Other than both crashes involving a plane and a stall there is very little to compare between Colgan and AF447.

Stick pusher activates when the AoA is increased over the AoA that caused the stall alarm to activate. It does not know the difference between a tail and airfoil stall. The Dash-8 is not FBW. It is a conventional setup of pulleys and cables. And just a FYI, a stall (especially a tail stall) can happen at any speed.

 

A tail stall is not due to excessive aircraft aoa. It is caused by the loss of the tailplane's ability to provide downward 'lift'. When the tailplane cannot push the tail downwards anymore, the aircraft will drop its nose. It can happen at any actual aoa of the aircraft. It is not related to the actual aoa of the aircraft, as measured relative to the main wing and motion of the aircraft by the aoa sensors. Therefore, there will not be a stall warning since the event can occur well shy of the stalling setpoint. The nose of the aircraft will drop, sans any kind of stall shaker or pusher activation. Without those cues, the pilot, as a basic student pilot, is trained to perform what we call a nose low unusual attitude recovery, which is simply to pull back on the stick and reduce power. Which coincidentally, are also the exact actions required to recover from a tail stall.

 

If you want to focus on what happened before the stall event to cause all this grief, you should look back to each of those pilot's initial training days and ascertain what kind of basics of aviating their flight instructors had tried to instill into them. Because the actions required to avert tragedy here were actions that all aviators should be capable of as you are capable of inhaling air into your lungs on a daily basis. That they were not capable of them speaks more about their initial training than it does anything else about equipment or procedures at this level.

How many times do I have to say this - they weren't pulling back in direct response to the stall warning sounding, and after the AoA had reached a certain amount the stall warning was sounding when the nose was pointed down and stopped when it was pulled back up.

 

Other than both crashes involving a plane and a stall there is very little to compare between Colgan and AF447.

 

Those two accidents are going to be spoken of in the same discussion because they both point to an identical problem. Pilots who were unable to perform a stall recovery.

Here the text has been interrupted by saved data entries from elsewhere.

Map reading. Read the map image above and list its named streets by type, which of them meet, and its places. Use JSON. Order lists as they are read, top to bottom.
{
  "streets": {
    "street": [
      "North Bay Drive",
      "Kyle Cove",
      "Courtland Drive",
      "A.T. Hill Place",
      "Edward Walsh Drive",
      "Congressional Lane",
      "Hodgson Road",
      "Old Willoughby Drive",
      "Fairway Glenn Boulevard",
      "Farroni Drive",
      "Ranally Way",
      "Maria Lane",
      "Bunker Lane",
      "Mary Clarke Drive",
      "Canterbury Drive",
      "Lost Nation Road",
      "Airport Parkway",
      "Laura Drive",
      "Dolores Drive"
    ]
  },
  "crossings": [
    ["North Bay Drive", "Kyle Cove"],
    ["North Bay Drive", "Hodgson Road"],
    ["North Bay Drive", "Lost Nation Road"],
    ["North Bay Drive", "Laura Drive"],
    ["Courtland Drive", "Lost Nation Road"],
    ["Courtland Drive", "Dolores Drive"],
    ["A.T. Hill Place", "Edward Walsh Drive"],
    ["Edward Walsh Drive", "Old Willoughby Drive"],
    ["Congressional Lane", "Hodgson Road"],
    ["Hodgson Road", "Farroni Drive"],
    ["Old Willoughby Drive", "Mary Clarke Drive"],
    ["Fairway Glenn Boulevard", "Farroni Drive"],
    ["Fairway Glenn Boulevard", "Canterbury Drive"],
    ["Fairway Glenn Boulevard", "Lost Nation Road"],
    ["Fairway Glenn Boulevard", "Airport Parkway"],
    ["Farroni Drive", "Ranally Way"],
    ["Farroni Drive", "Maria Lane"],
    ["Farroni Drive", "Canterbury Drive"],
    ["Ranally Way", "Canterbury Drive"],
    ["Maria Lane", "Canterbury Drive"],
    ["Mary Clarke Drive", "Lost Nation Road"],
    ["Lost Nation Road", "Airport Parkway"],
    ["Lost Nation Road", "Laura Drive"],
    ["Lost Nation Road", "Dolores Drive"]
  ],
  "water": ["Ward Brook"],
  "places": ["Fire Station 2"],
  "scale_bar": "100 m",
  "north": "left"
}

I agree that they weren't able to perform a stall recovery, however I do not think requiring more TT is the solution to the problem.

Kevin Hester,

 

Indianapolis, Indiana

I'd argue that point. The AF pilots were perfectly capable of recovering from a stall, they were simply put in a situation of massively conflicting information, mostly likely total loss of spatial awareness. They couldn't confirm the aircraft was stalled let alone what the IAS was. Colgan was a result of fatigue and the wrong reaction much closer to the ground. Much more simple.

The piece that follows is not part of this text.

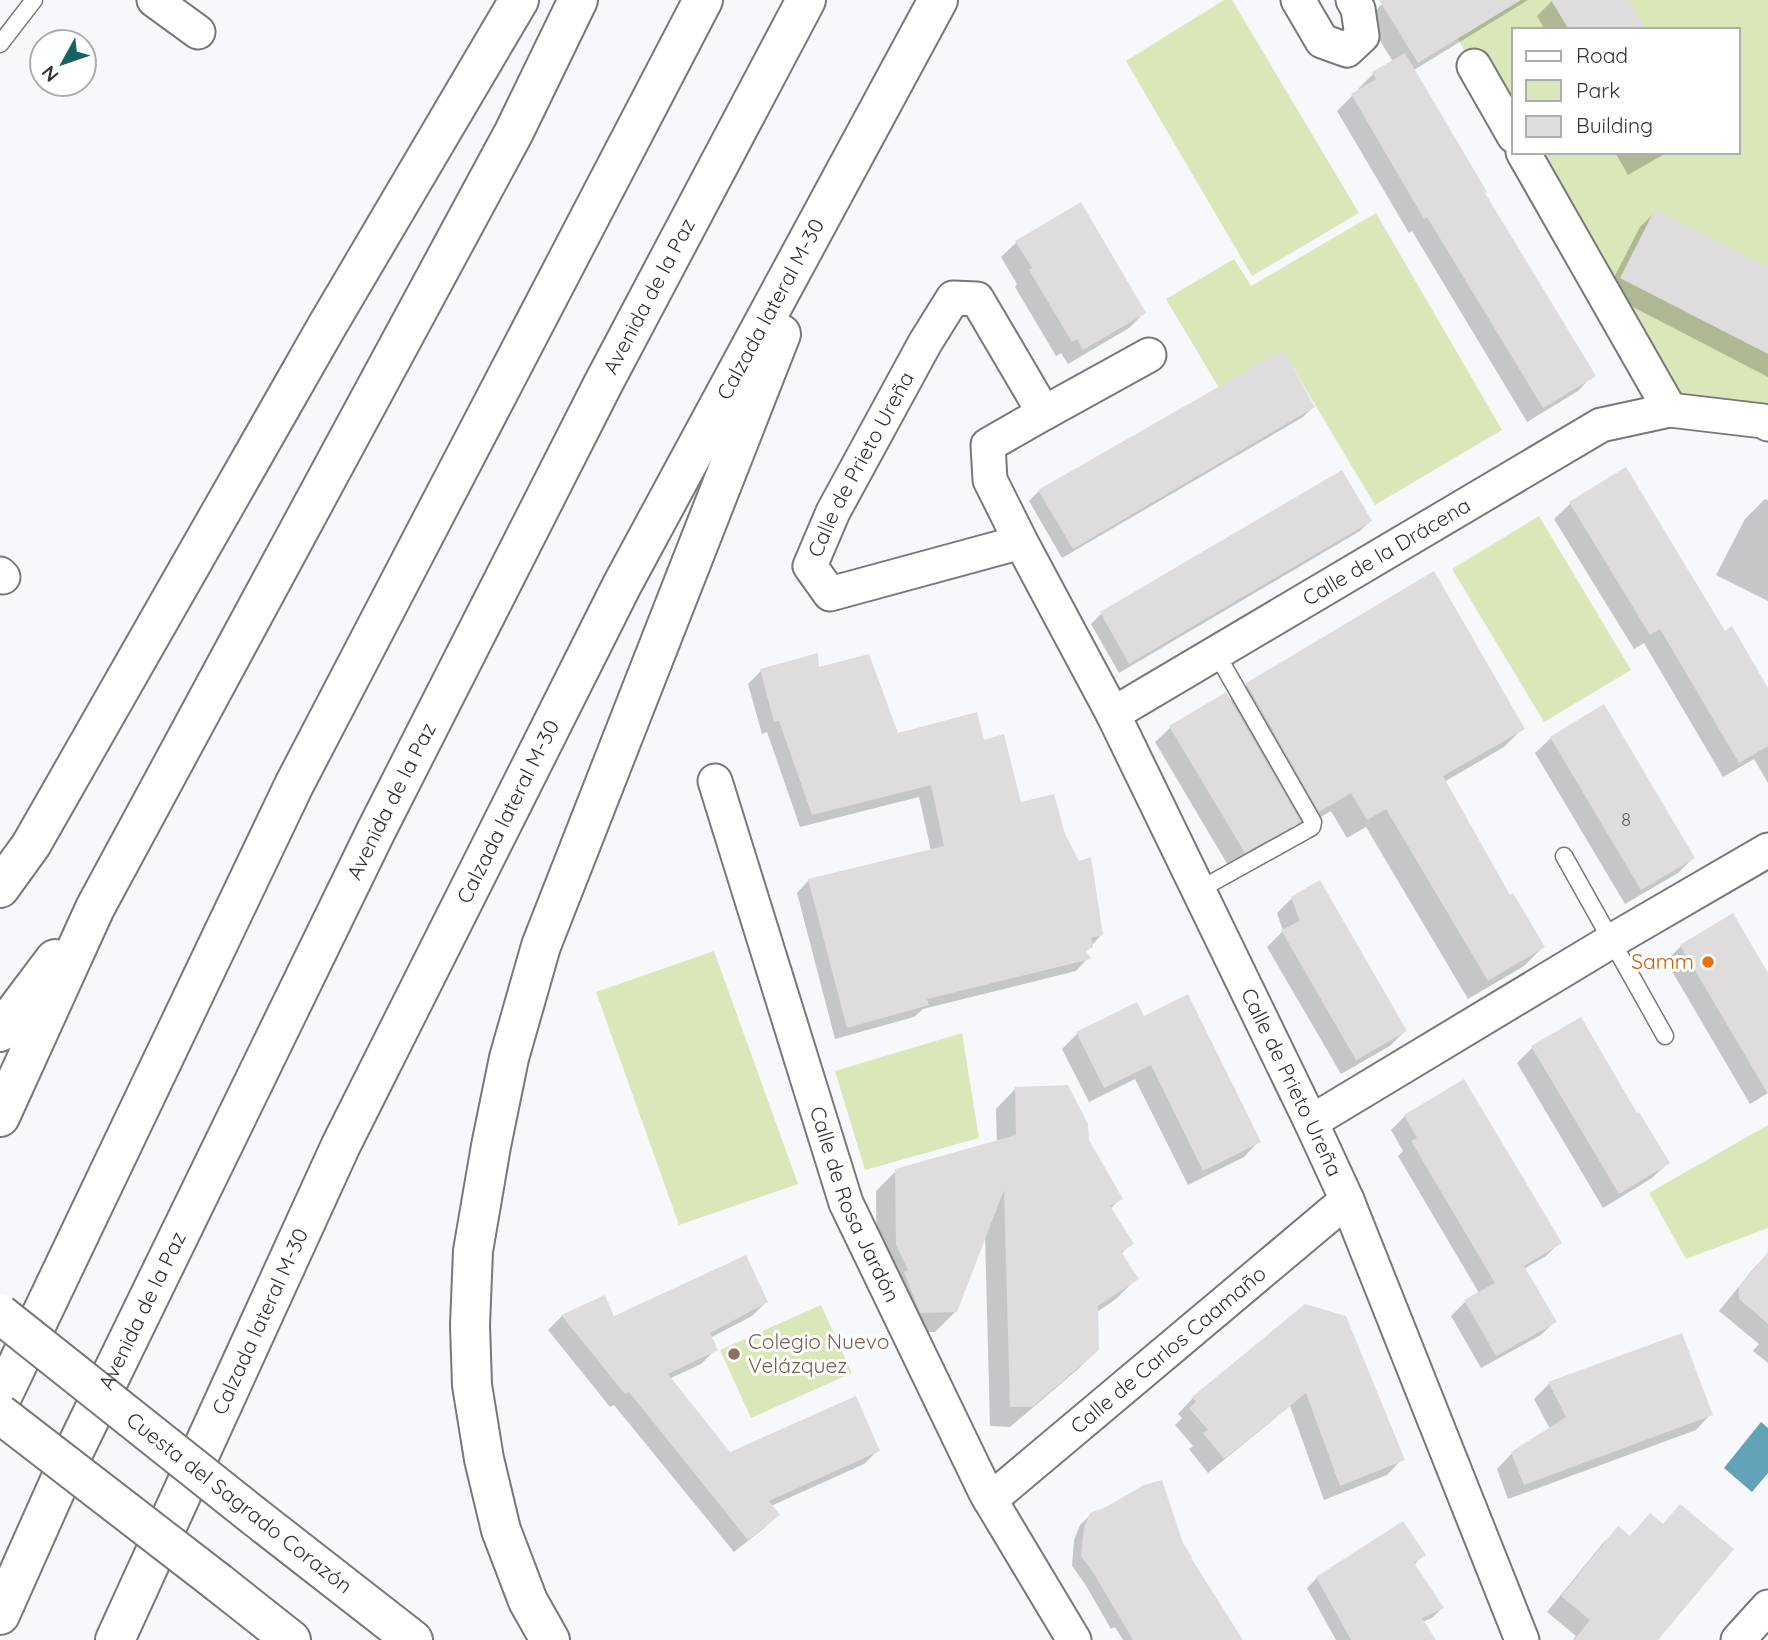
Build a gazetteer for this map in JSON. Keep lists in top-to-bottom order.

How many times do I have to say this - they weren't pulling back in direct response to the stall warning sounding,

 

Look at the FDR traces in post #156. While the stall warning is sounding continuously the pilot takes the aircraft from about 5 deg AoA to over 30 deg and ends up with the elevator on the full nose-up stop, Isn't that "pulling back in direct response to the stall warning sounding"?

Gerry Howard

  • Commercial Member

I'd argue that point. The AF pilots were perfectly capable of recovering from a stall, they were simply put in a situation of massively conflicting information, mostly likely total loss of spatial awareness. They couldn't confirm the aircraft was stalled let alone what the IAS was. Colgan was a result of fatigue and the wrong reaction much closer to the ground. Much more simple.

 

You are one a few people that actually post some sense around here.

 

Regard

Rob Prest

 

I'd argue that point. The AF pilots were perfectly capable of recovering from a stall, they were simply put in a situation of massively conflicting information, mostly likely total loss of spatial awareness. They couldn't confirm the aircraft was stalled let alone what the IAS was. Colgan was a result of fatigue and the wrong reaction much closer to the ground. Much more simple.

 

The most important things a pilot's first flight instructor is supposed to give him are the simple and basic rules to live by that can come back to him as a tiny voice in the head when they are out there on a dark night, with surprise warning bells, massively conflicting information, and complete loss of situational awareness, that if they had just remembered, would have saved their lives when they are reduced down to a thumb sucking baby who has no idea about what is going on. Rules such as 'pitch for speed', or 'speed is life', or 'when in doubt, roll inverted and pull.'

 

Colgan had little to do with fatigue, although it is nice to try and play that up and I guess we got some miles out of it. But honestly, if you look at what he did, he moved those controls like a student pilot on his first stall lesson after not paying much attention to his instructor's ground lesson. That is all there is to that. And if you looked at his record, you'd see that he never did very well learning to fly.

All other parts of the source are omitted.